Inductive System QA Engineer
Role summary
Seeking an Inductive System QA Engineer for a 6-month contract in Cupertino, CA. The role requires 3+ years of experience testing complex embedded systems with hardware and software components. Key responsibilities include bug hunting, regression testing, and building test automation frameworks from scratch. The ideal candidate will have a proven ability to drive issues and milestones to completion. Preferred qualifications include knowledge of inductive charging, USB/Qi/Qi2 standards, and automated hardware testing.
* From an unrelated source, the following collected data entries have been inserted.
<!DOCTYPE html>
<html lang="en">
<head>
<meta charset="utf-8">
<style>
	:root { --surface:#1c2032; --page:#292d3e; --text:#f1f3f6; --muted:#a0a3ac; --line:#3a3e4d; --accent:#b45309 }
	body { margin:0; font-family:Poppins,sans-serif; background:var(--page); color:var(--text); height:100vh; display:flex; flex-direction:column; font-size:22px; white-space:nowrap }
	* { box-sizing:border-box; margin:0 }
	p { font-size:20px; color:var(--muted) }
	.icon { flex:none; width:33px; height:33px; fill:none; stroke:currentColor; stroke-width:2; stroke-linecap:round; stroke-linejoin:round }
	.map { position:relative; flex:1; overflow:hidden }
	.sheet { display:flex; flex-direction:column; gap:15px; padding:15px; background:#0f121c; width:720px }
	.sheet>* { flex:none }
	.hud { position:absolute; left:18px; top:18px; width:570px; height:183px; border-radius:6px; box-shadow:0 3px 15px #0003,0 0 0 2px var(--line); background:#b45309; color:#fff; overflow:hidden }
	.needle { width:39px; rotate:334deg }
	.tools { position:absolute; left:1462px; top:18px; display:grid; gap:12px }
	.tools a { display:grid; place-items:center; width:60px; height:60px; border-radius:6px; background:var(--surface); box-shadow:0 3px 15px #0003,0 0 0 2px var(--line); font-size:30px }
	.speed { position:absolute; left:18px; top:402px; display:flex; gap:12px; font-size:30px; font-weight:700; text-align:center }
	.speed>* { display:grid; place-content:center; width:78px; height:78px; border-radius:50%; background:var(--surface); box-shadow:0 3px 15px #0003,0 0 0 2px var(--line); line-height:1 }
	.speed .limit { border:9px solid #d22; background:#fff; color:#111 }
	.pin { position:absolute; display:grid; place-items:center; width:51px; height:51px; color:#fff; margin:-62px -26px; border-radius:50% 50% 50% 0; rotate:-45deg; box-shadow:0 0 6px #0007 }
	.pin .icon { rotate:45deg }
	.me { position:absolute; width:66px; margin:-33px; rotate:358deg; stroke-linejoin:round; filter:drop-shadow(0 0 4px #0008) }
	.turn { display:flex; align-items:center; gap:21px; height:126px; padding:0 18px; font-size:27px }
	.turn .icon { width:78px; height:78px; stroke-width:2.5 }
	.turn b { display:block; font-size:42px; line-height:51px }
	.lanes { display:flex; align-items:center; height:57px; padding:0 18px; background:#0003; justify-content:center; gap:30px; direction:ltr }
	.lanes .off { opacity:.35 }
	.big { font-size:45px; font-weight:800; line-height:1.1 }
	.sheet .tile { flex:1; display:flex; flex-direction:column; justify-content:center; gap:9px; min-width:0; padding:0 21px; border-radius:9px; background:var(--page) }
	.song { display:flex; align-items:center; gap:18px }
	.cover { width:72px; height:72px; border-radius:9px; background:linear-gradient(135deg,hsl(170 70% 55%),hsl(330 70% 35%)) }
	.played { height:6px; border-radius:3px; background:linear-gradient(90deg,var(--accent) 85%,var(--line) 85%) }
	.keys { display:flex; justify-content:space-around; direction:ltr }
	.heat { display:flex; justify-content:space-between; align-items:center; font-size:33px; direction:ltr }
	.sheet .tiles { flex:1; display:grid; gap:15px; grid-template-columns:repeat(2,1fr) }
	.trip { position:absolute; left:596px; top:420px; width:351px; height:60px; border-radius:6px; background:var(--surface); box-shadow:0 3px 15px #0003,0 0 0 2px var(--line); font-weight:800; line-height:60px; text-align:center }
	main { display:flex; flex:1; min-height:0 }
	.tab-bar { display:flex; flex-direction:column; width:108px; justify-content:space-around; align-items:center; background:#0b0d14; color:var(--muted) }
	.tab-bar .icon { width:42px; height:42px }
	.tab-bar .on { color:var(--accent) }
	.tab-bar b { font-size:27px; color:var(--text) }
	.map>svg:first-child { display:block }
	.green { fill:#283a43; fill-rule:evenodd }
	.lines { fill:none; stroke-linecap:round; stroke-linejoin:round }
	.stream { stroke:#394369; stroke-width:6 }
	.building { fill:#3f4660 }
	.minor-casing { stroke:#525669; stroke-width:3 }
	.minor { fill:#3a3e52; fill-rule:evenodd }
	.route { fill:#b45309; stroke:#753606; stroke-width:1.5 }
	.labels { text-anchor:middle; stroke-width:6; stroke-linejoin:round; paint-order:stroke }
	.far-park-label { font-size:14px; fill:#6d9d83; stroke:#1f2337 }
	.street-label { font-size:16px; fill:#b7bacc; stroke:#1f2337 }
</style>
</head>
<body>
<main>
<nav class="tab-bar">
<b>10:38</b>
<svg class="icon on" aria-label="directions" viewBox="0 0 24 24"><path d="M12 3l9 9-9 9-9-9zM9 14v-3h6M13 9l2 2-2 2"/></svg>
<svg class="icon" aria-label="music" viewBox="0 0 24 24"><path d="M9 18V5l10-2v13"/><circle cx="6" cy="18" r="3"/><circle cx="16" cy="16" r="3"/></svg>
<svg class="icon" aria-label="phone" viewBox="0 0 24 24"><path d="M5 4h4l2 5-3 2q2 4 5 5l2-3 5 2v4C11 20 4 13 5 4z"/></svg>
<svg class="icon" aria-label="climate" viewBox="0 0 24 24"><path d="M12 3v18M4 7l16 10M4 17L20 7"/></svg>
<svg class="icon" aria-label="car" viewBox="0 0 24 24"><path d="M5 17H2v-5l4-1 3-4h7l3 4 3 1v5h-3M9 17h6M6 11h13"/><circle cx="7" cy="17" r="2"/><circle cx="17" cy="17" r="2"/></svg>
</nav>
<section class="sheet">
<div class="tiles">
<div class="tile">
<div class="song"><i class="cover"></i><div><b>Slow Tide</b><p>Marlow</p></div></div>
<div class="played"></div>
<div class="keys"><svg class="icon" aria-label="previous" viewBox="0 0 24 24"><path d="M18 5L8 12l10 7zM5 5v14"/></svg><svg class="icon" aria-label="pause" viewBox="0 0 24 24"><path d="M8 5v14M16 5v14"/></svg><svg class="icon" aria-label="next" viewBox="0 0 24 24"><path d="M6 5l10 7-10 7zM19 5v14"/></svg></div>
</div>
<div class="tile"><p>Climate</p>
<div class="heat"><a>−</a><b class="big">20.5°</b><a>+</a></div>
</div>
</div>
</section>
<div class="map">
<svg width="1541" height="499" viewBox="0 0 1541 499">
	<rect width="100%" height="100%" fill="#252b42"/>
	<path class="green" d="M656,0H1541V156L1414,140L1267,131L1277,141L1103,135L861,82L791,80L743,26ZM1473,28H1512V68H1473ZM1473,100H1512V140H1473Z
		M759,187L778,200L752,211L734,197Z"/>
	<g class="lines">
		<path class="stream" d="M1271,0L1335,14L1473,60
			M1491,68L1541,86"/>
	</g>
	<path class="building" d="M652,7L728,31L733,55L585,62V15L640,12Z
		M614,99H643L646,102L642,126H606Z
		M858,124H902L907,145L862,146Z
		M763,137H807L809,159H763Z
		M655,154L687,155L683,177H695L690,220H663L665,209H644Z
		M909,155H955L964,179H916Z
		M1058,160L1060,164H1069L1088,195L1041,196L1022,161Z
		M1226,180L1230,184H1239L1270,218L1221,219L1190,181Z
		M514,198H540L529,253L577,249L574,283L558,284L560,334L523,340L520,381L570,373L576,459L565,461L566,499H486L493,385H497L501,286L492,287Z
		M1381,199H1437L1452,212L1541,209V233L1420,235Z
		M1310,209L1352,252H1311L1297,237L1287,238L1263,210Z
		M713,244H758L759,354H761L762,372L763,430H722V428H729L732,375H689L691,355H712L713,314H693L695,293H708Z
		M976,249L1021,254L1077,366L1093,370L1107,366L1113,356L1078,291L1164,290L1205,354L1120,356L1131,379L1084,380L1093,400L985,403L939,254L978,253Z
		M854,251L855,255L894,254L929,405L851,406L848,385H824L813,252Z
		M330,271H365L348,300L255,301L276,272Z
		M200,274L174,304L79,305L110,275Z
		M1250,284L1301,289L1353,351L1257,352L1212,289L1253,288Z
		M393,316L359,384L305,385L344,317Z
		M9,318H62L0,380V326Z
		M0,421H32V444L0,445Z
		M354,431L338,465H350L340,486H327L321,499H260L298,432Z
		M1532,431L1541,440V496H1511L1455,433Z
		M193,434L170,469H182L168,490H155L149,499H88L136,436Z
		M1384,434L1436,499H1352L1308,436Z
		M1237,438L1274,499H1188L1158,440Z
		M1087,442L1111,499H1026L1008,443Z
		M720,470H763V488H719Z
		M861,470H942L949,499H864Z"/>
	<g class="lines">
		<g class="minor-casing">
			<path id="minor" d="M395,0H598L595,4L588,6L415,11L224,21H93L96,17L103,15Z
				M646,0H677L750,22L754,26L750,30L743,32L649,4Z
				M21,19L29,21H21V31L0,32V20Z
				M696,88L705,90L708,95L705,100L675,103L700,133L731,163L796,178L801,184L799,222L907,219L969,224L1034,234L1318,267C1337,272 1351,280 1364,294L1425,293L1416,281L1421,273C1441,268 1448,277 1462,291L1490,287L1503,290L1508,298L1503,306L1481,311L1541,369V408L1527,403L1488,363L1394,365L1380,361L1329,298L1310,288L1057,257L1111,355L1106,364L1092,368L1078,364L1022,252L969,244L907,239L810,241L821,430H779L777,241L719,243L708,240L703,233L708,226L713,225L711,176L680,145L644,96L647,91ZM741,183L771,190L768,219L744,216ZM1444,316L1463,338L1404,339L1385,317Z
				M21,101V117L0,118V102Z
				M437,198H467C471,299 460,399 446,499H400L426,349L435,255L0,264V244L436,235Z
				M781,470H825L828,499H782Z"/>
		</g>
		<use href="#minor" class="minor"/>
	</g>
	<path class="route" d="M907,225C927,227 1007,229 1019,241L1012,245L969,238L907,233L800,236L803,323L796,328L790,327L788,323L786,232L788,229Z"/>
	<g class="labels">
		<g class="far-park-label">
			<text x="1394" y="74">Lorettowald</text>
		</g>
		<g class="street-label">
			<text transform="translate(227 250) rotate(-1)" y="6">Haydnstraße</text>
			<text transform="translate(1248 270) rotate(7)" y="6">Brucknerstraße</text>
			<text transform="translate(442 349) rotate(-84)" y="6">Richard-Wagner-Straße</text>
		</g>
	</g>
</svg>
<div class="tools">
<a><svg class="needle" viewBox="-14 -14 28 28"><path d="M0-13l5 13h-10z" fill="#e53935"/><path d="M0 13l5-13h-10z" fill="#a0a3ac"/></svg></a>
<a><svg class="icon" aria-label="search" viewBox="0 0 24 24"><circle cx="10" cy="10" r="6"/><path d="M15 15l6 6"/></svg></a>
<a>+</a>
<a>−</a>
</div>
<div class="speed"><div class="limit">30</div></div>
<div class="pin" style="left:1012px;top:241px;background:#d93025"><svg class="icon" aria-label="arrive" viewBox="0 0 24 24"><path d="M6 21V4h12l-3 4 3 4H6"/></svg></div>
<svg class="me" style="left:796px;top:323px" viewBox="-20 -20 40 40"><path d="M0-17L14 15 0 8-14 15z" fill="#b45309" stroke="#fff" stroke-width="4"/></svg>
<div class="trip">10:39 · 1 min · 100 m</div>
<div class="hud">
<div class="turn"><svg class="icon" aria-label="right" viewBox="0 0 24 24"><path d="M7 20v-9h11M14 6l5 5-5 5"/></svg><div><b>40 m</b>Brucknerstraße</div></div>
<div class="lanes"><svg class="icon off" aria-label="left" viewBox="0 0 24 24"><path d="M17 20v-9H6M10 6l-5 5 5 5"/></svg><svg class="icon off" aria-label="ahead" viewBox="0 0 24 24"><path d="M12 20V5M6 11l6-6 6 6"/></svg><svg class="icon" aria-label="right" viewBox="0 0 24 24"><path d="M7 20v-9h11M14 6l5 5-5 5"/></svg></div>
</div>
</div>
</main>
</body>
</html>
This onsite position focuses on ensuring clear defect reporting, effective test plan management, timely result analysis, and strong communication with engineering and program management teams.
Position Name – Inductive System QA Engineer (Staff Augmentation)
Type of hiring – Subcon
Location – Cupertino, CA (Onsite)
Duration – 6 months
Job Description:
Must-haves:
- BS/MS in EE/CS or relevant experience
- 3+ Years of experience testing complex systems with multiple hardware and software components
- Expertise in bug hunting and regression testing within embedded systems
- Demonstrated experience building and maintaining test automation frameworks from the ground up
- A proven track record demonstrating the ability to drive issues and milestones
- Good written and verbal interpersonal skills, with proficiency in English
Preferred:
- Knowledge of Inductive charging, including applications and testing methodologies
- System-level insight into charging via USB and/or Qi, Qi2 standards
- Experience with test automation tools and frameworks
- Background in automated hardware testing with equipment control
Success Criteria/Definition of Done
- All defect reports are written clearly with all applicable logs, timestamps, screenshots, etc. as required.
- Test plans are published and test case execution is managed effectively.
- Test results are analyzed and reported in a timely manner.
- Clear and effective communication with engineering teams, program managers, and other QA teams.
- Risk areas are identified and defects are characterized.